## ABOUT THIS TASK
Below are some records; output all of them exactly.

****

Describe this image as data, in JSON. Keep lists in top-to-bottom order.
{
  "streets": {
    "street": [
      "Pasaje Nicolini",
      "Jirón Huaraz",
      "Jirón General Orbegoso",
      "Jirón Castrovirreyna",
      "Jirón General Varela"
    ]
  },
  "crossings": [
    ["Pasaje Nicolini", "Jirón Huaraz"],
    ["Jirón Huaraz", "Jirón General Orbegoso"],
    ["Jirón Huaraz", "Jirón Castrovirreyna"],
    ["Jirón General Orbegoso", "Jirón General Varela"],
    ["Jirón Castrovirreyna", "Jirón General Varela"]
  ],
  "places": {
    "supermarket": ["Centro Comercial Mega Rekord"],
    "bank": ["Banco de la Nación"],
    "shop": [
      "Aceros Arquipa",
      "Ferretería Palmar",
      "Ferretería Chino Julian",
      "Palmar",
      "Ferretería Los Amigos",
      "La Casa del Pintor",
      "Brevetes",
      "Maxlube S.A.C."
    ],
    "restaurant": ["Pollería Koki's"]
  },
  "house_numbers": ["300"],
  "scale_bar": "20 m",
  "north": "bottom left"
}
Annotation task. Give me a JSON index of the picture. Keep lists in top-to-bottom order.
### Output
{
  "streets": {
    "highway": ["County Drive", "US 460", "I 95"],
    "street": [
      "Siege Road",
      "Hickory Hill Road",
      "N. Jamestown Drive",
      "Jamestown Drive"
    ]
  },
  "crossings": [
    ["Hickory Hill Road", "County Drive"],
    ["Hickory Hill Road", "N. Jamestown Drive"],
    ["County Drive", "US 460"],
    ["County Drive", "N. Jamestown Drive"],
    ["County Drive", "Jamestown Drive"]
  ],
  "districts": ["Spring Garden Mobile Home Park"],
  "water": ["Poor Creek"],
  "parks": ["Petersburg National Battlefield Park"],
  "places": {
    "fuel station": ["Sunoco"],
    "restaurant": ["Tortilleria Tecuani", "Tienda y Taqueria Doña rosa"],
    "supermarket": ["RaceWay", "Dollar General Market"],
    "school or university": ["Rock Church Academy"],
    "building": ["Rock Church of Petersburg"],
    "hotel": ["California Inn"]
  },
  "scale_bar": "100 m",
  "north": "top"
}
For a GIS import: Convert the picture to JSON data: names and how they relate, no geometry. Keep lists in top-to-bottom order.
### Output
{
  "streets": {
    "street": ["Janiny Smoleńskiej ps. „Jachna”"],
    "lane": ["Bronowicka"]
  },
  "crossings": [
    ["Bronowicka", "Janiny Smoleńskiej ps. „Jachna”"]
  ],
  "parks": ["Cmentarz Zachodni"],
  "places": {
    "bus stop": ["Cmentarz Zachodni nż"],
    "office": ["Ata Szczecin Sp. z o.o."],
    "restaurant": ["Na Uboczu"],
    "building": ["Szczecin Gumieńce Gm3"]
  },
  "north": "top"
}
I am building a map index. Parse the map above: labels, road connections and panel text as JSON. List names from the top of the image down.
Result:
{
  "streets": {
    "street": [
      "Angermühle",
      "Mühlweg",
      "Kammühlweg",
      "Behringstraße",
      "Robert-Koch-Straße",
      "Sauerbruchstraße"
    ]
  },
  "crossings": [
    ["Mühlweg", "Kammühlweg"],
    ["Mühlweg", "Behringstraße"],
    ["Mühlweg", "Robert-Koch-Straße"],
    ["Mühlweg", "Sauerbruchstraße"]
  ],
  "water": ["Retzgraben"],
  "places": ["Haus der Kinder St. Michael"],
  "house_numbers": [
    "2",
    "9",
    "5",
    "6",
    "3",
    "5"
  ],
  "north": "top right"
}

****

## RESULT
Describe this image as data, in JSON. Keep lists in top-to-bottom order.
{
  "streets": {
    "street": [
      "Pasaje Nicolini",
      "Jirón Huaraz",
      "Jirón General Orbegoso",
      "Jirón Castrovirreyna",
      "Jirón General Varela"
    ]
  },
  "crossings": [
    ["Pasaje Nicolini", "Jirón Huaraz"],
    ["Jirón Huaraz", "Jirón General Orbegoso"],
    ["Jirón Huaraz", "Jirón Castrovirreyna"],
    ["Jirón General Orbegoso", "Jirón General Varela"],
    ["Jirón Castrovirreyna", "Jirón General Varela"]
  ],
  "places": {
    "supermarket": ["Centro Comercial Mega Rekord"],
    "bank": ["Banco de la Nación"],
    "shop": [
      "Aceros Arquipa",
      "Ferretería Palmar",
      "Ferretería Chino Julian",
      "Palmar",
      "Ferretería Los Amigos",
      "La Casa del Pintor",
      "Brevetes",
      "Maxlube S.A.C."
    ],
    "restaurant": ["Pollería Koki's"]
  },
  "house_numbers": ["300"],
  "scale_bar": "20 m",
  "north": "bottom left"
}
Annotation task. Give me a JSON index of the picture. Keep lists in top-to-bottom order.
### Output
{
  "streets": {
    "highway": ["County Drive", "US 460", "I 95"],
    "street": [
      "Siege Road",
      "Hickory Hill Road",
      "N. Jamestown Drive",
      "Jamestown Drive"
    ]
  },
  "crossings": [
    ["Hickory Hill Road", "County Drive"],
    ["Hickory Hill Road", "N. Jamestown Drive"],
    ["County Drive", "US 460"],
    ["County Drive", "N. Jamestown Drive"],
    ["County Drive", "Jamestown Drive"]
  ],
  "districts": ["Spring Garden Mobile Home Park"],
  "water": ["Poor Creek"],
  "parks": ["Petersburg National Battlefield Park"],
  "places": {
    "fuel station": ["Sunoco"],
    "restaurant": ["Tortilleria Tecuani", "Tienda y Taqueria Doña rosa"],
    "supermarket": ["RaceWay", "Dollar General Market"],
    "school or university": ["Rock Church Academy"],
    "building": ["Rock Church of Petersburg"],
    "hotel": ["California Inn"]
  },
  "scale_bar": "100 m",
  "north": "top"
}
For a GIS import: Convert the picture to JSON data: names and how they relate, no geometry. Keep lists in top-to-bottom order.
### Output
{
  "streets": {
    "street": ["Janiny Smoleńskiej ps. „Jachna”"],
    "lane": ["Bronowicka"]
  },
  "crossings": [
    ["Bronowicka", "Janiny Smoleńskiej ps. „Jachna”"]
  ],
  "parks": ["Cmentarz Zachodni"],
  "places": {
    "bus stop": ["Cmentarz Zachodni nż"],
    "office": ["Ata Szczecin Sp. z o.o."],
    "restaurant": ["Na Uboczu"],
    "building": ["Szczecin Gumieńce Gm3"]
  },
  "north": "top"
}
I am building a map index. Parse the map above: labels, road connections and panel text as JSON. List names from the top of the image down.
Result:
{
  "streets": {
    "street": [
      "Angermühle",
      "Mühlweg",
      "Kammühlweg",
      "Behringstraße",
      "Robert-Koch-Straße",
      "Sauerbruchstraße"
    ]
  },
  "crossings": [
    ["Mühlweg", "Kammühlweg"],
    ["Mühlweg", "Behringstraße"],
    ["Mühlweg", "Robert-Koch-Straße"],
    ["Mühlweg", "Sauerbruchstraße"]
  ],
  "water": ["Retzgraben"],
  "places": ["Haus der Kinder St. Michael"],
  "house_numbers": [
    "2",
    "9",
    "5",
    "6",
    "3",
    "5"
  ],
  "north": "top right"
}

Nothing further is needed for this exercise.